WHAT IS NEEDED: Repeat, exactly as written, the lines of the records below from the first through the line with "position:relative; width:2517px; height:843px;", but none past it.

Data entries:
== Segment start ==
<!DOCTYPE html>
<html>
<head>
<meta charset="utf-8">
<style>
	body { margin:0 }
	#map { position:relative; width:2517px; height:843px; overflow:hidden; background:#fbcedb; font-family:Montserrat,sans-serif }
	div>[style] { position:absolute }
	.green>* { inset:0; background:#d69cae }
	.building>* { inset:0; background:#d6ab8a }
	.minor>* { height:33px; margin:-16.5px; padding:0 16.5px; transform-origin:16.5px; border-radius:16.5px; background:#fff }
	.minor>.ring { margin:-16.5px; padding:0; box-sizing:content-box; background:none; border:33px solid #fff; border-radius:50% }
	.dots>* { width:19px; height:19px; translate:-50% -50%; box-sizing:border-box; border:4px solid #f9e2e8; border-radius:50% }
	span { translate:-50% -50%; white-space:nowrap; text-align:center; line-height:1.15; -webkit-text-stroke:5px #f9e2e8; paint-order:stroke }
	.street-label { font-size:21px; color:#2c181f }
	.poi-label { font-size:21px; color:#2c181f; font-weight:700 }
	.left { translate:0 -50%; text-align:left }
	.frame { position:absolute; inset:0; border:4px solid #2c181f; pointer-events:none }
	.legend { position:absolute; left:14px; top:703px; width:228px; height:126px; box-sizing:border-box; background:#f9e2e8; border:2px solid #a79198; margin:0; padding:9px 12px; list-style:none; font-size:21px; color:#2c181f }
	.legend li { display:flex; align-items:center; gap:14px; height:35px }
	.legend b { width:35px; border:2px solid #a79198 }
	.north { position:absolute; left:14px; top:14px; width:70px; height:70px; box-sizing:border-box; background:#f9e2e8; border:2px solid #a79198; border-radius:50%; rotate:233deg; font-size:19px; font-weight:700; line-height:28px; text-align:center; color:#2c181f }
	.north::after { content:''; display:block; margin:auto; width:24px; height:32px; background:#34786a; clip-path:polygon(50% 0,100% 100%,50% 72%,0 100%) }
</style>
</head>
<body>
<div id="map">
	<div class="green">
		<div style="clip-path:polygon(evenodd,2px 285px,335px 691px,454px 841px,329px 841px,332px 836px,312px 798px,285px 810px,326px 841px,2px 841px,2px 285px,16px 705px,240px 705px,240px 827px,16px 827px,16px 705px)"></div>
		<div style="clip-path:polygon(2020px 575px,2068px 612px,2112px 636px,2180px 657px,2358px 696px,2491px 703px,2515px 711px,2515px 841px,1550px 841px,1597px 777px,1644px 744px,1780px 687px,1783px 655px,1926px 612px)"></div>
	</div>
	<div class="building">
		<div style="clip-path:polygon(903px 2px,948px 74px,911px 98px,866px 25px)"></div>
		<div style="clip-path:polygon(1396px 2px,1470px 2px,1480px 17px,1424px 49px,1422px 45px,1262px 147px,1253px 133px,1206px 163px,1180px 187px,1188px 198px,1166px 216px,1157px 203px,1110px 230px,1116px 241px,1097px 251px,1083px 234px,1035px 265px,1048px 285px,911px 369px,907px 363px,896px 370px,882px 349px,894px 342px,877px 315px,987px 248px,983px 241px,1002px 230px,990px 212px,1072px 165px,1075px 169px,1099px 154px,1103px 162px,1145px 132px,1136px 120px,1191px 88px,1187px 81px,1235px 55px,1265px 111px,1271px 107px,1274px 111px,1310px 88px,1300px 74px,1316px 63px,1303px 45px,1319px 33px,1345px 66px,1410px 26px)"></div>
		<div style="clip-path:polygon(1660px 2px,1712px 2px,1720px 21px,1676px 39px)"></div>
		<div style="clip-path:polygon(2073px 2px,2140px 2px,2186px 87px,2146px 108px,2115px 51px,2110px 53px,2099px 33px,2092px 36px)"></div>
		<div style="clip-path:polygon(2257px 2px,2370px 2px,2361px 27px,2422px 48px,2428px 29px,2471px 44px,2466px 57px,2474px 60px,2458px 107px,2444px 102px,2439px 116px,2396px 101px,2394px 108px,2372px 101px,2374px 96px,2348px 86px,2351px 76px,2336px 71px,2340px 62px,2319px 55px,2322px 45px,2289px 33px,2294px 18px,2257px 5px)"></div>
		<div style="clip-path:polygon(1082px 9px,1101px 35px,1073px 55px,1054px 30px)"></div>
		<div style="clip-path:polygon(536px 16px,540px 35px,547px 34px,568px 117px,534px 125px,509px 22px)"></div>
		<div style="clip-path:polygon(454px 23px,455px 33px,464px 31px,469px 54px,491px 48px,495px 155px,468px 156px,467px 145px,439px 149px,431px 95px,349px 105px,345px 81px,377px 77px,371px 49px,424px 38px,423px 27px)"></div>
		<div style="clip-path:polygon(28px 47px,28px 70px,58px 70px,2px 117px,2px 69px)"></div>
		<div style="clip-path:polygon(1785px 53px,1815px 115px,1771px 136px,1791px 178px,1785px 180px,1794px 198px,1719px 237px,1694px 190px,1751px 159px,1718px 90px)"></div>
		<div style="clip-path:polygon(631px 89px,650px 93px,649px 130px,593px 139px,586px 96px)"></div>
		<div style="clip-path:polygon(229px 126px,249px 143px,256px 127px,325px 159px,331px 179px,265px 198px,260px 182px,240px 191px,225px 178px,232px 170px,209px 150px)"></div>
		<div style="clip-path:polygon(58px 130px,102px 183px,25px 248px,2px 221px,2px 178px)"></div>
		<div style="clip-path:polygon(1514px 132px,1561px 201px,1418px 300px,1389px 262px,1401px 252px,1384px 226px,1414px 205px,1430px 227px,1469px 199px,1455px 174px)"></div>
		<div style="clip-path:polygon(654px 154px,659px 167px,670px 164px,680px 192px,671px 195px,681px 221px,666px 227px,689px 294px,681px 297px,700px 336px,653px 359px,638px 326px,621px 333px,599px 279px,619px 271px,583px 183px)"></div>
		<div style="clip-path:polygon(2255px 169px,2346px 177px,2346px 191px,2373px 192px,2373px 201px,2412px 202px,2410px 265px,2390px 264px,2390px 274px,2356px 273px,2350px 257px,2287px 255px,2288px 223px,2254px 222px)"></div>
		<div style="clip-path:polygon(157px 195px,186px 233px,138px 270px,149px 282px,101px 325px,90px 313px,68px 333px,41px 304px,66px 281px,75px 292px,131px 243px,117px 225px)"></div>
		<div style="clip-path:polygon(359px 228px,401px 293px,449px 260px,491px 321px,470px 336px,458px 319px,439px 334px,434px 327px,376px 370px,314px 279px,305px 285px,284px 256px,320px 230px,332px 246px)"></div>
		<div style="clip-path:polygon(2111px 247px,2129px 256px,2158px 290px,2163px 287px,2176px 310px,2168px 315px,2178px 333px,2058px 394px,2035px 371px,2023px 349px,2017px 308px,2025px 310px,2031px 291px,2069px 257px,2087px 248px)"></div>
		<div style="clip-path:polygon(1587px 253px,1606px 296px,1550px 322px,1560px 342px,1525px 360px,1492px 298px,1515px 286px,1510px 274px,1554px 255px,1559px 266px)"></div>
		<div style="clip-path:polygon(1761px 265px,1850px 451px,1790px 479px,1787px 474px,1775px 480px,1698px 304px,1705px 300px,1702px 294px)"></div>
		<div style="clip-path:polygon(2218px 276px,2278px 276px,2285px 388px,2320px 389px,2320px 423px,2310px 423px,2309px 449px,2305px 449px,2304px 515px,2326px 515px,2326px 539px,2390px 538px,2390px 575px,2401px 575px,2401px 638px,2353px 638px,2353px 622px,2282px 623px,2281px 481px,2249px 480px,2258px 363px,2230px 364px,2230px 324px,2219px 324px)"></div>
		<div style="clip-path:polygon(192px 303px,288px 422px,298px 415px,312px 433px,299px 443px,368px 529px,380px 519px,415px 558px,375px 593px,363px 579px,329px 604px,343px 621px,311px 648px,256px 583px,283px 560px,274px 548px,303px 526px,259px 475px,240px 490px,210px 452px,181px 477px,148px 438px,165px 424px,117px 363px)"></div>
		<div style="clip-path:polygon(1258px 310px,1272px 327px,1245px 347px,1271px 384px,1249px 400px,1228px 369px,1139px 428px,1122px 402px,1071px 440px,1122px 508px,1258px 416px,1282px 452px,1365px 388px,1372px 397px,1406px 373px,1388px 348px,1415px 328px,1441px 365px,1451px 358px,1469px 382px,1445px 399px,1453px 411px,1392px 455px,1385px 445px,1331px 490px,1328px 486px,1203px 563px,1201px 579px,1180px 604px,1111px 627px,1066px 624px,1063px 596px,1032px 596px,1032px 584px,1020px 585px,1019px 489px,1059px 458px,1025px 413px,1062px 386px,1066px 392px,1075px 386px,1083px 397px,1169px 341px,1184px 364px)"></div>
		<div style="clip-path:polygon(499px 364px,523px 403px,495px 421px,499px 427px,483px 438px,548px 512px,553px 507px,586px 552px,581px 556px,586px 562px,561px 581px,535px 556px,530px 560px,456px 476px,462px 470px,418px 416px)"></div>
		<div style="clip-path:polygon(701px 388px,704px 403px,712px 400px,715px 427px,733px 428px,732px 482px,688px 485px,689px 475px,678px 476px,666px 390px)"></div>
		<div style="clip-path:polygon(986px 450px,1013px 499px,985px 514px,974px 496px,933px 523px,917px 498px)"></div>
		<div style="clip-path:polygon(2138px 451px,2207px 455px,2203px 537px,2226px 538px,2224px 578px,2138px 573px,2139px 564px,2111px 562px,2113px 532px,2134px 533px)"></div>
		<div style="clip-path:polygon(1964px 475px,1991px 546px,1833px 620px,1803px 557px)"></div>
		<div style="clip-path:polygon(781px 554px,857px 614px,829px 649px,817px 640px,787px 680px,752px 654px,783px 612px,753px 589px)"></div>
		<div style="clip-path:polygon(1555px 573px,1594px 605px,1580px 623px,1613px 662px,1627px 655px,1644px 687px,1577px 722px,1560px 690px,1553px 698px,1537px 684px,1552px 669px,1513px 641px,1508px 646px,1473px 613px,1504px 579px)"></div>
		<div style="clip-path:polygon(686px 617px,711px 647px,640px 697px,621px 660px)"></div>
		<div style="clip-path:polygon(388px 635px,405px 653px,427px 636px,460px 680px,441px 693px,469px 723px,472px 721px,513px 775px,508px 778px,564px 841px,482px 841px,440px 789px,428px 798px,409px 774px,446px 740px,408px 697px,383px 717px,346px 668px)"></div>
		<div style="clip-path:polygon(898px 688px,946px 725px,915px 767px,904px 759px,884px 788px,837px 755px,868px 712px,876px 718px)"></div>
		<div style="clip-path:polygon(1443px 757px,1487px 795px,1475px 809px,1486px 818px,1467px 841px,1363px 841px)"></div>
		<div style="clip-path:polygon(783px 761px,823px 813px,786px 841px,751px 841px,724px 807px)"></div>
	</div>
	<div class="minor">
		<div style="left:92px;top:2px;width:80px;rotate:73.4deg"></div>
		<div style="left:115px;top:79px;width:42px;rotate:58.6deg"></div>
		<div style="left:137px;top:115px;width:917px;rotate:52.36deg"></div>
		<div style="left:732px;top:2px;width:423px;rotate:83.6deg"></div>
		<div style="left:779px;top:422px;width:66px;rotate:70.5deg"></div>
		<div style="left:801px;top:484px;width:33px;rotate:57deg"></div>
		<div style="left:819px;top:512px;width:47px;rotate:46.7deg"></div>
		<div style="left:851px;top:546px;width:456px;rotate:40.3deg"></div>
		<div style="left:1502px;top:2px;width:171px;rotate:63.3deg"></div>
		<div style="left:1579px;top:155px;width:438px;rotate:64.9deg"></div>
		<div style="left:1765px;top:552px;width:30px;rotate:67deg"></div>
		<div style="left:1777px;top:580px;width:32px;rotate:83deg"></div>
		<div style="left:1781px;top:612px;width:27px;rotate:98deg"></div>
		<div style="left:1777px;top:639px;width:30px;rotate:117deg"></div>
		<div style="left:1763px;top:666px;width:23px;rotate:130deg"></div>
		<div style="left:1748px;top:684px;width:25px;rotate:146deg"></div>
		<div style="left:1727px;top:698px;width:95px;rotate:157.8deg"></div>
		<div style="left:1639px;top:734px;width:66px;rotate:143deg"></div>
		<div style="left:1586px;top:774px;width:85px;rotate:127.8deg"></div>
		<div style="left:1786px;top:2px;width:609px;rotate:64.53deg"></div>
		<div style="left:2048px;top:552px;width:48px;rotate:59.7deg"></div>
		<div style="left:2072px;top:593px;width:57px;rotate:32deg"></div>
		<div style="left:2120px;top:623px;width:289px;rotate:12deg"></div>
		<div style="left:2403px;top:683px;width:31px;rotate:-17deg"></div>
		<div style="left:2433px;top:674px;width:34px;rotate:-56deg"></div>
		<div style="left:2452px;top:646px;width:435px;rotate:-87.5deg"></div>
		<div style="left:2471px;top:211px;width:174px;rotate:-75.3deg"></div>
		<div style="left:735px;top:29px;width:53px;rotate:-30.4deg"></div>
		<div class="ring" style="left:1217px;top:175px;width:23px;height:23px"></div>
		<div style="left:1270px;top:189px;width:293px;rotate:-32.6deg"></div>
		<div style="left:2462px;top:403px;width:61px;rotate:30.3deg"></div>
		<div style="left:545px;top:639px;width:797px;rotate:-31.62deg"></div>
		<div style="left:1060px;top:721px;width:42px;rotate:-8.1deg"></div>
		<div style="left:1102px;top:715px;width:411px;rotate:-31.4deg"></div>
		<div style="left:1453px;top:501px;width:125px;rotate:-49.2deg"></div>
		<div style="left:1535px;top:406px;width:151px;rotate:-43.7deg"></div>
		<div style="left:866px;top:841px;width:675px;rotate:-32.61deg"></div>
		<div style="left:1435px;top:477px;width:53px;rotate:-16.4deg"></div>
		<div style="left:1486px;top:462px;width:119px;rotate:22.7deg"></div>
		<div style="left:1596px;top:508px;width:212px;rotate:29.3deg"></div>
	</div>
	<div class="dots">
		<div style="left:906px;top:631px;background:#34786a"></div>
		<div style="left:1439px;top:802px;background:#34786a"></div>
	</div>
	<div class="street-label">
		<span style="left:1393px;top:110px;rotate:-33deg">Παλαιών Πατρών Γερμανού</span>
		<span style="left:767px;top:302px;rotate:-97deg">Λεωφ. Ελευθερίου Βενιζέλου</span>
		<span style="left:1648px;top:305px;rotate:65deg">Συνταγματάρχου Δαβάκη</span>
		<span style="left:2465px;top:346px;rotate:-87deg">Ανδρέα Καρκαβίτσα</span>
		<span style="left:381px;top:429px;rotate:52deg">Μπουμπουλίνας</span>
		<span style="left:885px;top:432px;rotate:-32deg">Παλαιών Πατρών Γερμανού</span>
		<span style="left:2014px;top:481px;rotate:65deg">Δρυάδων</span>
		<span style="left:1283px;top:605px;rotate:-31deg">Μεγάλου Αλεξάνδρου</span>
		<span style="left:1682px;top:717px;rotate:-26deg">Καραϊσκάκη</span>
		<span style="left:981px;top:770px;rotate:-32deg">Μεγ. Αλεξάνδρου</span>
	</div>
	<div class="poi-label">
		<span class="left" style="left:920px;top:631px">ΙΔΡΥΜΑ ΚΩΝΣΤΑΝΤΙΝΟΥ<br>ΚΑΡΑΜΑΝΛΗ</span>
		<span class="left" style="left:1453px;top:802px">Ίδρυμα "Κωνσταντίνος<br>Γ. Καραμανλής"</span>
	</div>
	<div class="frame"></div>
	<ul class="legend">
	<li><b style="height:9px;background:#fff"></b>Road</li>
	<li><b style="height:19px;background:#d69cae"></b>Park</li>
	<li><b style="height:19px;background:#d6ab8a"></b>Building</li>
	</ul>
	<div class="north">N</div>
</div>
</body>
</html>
== Segment end ==
SOLUTION:
<!DOCTYPE html>
<html>
<head>
<meta charset="utf-8">
<style>
	body { margin:0 }
	#map { position:relative; width:2517px; height:843px; overflow:hidden; background:#fbcedb; font-family:Montserrat,sans-serif }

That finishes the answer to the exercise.